Task statement:
What lines in the entries below contain the word "stream"? Copy all of them.

Records for the task:
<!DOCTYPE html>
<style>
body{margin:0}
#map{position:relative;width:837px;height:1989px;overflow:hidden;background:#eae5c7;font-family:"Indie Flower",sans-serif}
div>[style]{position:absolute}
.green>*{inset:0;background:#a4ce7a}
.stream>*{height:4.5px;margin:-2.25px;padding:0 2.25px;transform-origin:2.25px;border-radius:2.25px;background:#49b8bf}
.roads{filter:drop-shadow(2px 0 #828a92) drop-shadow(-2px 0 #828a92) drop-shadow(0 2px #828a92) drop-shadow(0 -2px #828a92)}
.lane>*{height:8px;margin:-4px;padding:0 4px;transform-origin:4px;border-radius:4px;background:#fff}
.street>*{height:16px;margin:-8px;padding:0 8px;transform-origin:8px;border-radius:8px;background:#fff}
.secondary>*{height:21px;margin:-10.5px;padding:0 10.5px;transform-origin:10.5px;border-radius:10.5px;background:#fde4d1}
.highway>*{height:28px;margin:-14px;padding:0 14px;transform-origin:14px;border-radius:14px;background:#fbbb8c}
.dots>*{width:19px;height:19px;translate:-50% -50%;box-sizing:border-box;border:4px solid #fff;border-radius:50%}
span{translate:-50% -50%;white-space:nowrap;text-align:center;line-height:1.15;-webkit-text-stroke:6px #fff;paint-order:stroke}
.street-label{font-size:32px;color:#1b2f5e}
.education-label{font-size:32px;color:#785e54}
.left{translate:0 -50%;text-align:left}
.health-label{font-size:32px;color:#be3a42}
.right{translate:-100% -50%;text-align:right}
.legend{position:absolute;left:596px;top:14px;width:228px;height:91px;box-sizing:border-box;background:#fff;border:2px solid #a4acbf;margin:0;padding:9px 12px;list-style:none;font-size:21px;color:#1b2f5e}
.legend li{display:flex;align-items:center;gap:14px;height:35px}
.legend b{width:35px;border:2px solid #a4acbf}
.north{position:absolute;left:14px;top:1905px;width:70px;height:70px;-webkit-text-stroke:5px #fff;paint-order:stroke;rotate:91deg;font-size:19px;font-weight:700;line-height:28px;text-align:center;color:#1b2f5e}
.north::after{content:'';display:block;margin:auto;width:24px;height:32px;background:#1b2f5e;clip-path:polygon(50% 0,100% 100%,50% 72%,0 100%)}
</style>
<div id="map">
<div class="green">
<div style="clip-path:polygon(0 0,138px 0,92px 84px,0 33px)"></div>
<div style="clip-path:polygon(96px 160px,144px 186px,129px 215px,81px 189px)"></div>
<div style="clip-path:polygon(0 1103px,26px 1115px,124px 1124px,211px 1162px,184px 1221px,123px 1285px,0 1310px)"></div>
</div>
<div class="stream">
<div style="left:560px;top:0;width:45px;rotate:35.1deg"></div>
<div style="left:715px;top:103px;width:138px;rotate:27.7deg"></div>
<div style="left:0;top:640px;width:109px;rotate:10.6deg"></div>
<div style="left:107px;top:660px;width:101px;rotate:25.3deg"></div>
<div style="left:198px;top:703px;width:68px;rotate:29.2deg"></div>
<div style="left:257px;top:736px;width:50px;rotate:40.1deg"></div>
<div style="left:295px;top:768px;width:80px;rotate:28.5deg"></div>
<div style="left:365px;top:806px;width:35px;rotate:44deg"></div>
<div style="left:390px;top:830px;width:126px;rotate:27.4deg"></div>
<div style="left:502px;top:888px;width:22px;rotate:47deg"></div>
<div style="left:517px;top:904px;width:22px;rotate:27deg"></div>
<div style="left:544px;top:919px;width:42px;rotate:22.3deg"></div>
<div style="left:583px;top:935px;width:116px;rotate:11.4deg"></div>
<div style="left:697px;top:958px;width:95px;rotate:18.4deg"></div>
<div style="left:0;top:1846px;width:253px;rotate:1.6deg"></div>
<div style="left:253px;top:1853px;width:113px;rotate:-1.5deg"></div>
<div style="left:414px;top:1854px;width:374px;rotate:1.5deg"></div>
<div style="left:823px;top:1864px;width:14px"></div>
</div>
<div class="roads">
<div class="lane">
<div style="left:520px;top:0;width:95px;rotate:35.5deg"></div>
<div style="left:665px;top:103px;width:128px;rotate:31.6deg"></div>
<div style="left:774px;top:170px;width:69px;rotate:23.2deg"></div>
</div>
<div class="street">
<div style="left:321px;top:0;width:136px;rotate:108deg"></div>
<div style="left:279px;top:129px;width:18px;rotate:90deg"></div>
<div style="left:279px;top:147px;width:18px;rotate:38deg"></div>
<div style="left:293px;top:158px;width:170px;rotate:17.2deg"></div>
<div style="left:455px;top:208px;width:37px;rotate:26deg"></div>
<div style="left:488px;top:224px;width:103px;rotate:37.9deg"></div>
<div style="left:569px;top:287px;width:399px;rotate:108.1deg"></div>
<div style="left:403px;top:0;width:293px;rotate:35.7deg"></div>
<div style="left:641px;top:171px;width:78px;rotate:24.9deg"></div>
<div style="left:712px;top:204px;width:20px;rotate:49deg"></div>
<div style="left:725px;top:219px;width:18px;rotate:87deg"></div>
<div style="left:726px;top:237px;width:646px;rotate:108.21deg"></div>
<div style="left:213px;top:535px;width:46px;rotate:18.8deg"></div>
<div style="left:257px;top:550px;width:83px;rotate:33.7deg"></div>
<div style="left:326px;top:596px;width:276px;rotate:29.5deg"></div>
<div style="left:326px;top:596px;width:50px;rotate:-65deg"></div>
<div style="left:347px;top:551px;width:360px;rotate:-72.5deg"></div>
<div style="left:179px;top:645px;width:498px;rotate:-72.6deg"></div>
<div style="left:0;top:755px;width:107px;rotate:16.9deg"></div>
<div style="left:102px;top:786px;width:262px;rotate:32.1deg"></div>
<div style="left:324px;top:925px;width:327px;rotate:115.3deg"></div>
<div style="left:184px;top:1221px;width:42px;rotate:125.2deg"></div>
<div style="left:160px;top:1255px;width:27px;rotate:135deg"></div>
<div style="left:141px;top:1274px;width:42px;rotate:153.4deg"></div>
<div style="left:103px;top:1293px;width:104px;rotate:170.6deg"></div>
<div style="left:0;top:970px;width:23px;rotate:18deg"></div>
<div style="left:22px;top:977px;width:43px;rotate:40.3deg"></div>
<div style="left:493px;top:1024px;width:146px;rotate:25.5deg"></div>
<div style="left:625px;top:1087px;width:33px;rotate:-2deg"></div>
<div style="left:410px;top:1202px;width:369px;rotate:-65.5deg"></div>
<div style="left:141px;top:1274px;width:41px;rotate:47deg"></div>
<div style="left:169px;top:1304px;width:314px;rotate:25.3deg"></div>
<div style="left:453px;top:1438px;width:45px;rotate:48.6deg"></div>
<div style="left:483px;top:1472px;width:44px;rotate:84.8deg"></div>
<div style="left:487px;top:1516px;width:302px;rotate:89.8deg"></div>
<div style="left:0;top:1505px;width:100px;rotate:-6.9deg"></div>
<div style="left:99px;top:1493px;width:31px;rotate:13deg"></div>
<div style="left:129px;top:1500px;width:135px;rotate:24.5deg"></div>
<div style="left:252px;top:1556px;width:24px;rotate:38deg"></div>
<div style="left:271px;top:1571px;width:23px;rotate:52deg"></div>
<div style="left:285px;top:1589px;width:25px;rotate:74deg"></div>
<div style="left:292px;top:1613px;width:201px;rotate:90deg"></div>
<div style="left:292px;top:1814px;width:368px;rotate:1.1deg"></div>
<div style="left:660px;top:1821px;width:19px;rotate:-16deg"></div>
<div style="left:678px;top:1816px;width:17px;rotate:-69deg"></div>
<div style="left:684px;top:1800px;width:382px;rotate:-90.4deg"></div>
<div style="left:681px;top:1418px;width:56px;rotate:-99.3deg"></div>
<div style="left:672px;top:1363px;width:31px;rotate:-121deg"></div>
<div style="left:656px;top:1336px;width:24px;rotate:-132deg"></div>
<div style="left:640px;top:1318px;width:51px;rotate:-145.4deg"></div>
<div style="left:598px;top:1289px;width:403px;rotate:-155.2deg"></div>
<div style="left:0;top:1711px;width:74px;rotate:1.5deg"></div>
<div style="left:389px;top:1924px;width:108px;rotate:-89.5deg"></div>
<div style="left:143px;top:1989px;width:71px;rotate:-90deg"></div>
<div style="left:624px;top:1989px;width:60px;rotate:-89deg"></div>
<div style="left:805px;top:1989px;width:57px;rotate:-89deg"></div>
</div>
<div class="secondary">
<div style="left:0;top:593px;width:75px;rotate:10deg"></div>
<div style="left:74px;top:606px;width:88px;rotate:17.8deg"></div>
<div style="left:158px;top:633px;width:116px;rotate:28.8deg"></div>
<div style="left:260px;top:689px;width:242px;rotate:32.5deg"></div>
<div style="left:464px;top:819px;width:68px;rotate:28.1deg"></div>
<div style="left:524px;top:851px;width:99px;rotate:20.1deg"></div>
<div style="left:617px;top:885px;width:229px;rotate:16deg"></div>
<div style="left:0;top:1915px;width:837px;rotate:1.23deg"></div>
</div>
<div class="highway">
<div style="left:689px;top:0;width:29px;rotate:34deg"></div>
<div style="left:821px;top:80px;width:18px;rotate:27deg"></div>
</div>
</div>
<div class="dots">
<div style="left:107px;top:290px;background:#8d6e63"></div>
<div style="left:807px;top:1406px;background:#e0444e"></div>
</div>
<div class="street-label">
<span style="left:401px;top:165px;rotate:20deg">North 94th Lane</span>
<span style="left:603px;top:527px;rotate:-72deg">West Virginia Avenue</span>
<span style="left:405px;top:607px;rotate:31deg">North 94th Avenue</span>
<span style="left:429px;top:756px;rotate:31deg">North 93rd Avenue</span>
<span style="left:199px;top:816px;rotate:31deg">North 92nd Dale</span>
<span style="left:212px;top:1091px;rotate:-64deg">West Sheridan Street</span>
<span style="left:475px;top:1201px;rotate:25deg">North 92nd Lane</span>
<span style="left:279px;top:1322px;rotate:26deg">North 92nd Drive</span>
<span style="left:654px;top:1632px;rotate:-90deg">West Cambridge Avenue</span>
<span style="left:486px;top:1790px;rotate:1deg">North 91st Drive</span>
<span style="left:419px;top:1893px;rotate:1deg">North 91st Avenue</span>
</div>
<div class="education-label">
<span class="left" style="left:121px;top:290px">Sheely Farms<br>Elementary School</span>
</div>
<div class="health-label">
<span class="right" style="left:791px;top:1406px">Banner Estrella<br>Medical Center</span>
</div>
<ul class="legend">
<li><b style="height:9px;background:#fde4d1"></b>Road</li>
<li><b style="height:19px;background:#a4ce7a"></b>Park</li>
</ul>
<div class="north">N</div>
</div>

Exercise solution:
.stream>*{height:4.5px;margin:-2.25px;padding:0 2.25px;transform-origin:2.25px;border-radius:2.25px;background:#49b8bf}
<div class="stream">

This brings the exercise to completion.